Seus colegas não gostavam de tal comportamento, acabando por ter de levar com a crítica de quem os acolhia em idênticas sessões.
Então Manuel Canavilha – nome de colega de José da Pena – não trouxeste alcofa para o repasto? E Companhia para que se mate a fome a mais uma boca?
Tal situação não era nada a que o “Zé Pagode” já não estivesse habituado e até, às escondidas entenda-se, fazia chacota e anedota de José da Pena e Maria Croquete.
Enfim, tais hábitos, entre outros, guindara a dupla a um patamar de aparente intocabilidade, mesmo que uma parte da descendência genética gostasse de levar consigo bem mais do que os rissóis do costume.
José da Pena pensou então: “e porque não passar a receber a jorna do Mês, sem ter de trabalhar e aproveitar melhor o repasto oferecido”. E se assim pensou, melhor o fez!
Logo tratou de chamar Maria Croquete, e aproveitando as maleitas da idade, acertou uma forma de gozar o plano gizado, sem ter que suar as estopinhas, calcorreando rua acima e rua abaixo.
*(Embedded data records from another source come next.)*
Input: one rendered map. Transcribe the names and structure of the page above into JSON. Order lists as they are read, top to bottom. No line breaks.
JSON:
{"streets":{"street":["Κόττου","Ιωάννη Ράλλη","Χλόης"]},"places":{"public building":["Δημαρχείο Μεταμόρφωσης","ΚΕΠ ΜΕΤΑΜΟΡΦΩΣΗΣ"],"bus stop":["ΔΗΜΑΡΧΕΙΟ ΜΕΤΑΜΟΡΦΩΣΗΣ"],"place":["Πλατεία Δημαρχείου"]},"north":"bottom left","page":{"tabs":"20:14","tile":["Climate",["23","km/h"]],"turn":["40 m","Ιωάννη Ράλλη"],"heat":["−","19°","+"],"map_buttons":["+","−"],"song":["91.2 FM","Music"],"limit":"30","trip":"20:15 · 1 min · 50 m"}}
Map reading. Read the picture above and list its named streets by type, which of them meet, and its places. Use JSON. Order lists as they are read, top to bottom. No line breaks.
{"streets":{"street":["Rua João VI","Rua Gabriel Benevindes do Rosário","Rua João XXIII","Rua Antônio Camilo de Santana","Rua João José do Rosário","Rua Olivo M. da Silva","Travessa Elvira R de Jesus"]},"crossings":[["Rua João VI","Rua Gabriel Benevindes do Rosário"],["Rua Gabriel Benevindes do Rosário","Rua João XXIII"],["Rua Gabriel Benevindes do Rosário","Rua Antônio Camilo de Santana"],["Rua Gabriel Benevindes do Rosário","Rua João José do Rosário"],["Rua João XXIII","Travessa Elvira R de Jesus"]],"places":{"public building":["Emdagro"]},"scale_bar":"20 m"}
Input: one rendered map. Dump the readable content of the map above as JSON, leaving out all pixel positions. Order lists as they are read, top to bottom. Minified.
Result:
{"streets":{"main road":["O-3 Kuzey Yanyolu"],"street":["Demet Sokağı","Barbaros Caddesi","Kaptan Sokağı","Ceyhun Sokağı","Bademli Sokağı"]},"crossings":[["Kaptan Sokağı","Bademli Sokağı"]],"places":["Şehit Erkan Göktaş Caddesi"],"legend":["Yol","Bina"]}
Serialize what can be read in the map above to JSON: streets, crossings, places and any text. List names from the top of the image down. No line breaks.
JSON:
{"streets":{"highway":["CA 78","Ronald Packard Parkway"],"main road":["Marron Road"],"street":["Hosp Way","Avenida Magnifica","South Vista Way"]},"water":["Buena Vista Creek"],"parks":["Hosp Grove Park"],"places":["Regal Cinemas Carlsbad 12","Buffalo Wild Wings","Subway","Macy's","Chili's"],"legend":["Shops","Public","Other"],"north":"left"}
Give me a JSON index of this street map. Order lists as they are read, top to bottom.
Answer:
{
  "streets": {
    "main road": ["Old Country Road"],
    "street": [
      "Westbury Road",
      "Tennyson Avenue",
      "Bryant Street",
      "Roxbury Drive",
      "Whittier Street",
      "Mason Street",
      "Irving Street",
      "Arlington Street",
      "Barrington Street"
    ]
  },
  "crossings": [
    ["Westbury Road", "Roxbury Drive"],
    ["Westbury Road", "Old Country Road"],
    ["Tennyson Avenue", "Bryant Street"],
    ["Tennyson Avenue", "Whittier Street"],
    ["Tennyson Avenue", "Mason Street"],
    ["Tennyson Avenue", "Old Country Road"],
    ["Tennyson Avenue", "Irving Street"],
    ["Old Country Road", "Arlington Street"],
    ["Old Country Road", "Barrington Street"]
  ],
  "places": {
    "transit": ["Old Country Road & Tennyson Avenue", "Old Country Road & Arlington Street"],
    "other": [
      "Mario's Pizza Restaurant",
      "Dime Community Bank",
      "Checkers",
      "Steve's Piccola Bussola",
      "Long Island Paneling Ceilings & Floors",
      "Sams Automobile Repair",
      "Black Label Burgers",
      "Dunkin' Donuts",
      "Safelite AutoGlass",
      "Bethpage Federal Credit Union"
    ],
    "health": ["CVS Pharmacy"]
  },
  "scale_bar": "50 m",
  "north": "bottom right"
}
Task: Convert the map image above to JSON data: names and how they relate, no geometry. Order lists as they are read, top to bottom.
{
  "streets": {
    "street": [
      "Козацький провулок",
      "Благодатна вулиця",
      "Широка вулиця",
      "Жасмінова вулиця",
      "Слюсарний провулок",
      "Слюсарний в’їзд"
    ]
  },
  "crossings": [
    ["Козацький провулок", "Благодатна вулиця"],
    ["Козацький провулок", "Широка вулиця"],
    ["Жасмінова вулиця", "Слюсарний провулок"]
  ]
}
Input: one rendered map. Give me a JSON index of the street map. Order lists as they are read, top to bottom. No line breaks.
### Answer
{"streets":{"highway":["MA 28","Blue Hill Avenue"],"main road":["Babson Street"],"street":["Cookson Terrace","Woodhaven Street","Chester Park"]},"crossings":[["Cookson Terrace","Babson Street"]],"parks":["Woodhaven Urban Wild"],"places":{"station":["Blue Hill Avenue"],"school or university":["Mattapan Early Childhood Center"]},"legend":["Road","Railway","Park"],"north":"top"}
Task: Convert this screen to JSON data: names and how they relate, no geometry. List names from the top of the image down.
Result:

E disse – “Maria Croquete traz-me umas lunetas de ver ao longe e com grande alcance para dessa forma espiar a vida alheia, sem ter que me deslocar para escrever umas linhas que tu tratarás de entregar no destino e assim, ganhar a jorna sem mais nada fazer”.
Que grande ideia, pensava José da Pena e já agora, Maria Croquete.
Não contavam contudo, com a paciência já esgotada de quem lhe pagava a jorna, e que não era assim tão pequena para quem se apresentava como um trabalhador incansável e desvalorizado.
Obviamente, José da Pena não gostou de ser chamado à atenção por desrespeitar colegas de profissão e a longa história do folhetim que lhe dava a retribuição por serviços prestados e que deixariam de o ser, pois não é do recato do lar que se faz a cobertura dos bailes da paróquia, ou os saraus culturais e outros acontecimentos da vila.
Vai daí, e convictos na força e poder da dupla que compõem, José da Pena e Maria Croquete, esta última com a garantia de que as forças insondáveis do além levariam a bom porto sua interesseira pretensão, bastando para isso cortar umas cabeças de galinhas pretas, logo trataram de lançar uma cruzada para que a lume viesse a putativa ingratidão para com tão amável e altruísta casal.
Assim, logo providenciaram uns quantos incautos, inocentes e generosos amigos para que, desconhecendo a verdade das coisas, se prontificassem ao sacrifício supremo de darem a carne e o sangue para que José da Pena tivesse (i)merecido reconhecimento, capaz de fazer esquecer tal falta de paciência de alguém que achava injusto pagar-se o trabalho de quem não o fez.
No entanto, havia na vila e na mesma rua em que morava José da Pena, um tolo de seu nome Malaquias, que conhecendo Maria Croquete das lutas que travava pelos caixotes de lixo, e onde esta rebuscava os restos dos outros na esperança de neles encontrar algum segredo, ou algo de valor que provesse a essa mesquinhez deslavada, que logo bradou aos céus:
“Eu que sou tolo, tenho juízo para saber que não se cospe no prato onde tanto se comeu e outro tanto se deu a comer, e muito menos é merecedor de homenagem quem a pede ou a encomenda”.
Na realidade, o tolo Malaquias fez ver a alguns, que andavam apenas ao engano e no engano iriam cair, pois a José da Pena e a Maria Croquete, apenas interessava gastar dos outros o pouco que esses tinham, poupando, pelo contrário, os seus largos bens, e para que não se lhes descobrisse a carapuça que melhor seria do que uma estátua na avenida, com honras de dedicado servidor.
Neste tempo de Quaresma que lição o tolo Malaquias nos dá, tal como figura do “Auto da Barca do Inferno” de Gil Vicente que, na voz sábia de um desvalido de ideias, faz mostras da falta de humildade, e da falsa modéstia como pecados capitais, porquanto nelas se abriga a ganância e a ambição de homenagens imerecidas.
Nota: este é um conto ficcional que pretende realçar os valores da Quaresma e da Páscoa, do perdão e da verdadeira humildade, e toda e qualquer semelhança com a realidade foi pura e infeliz coincidência.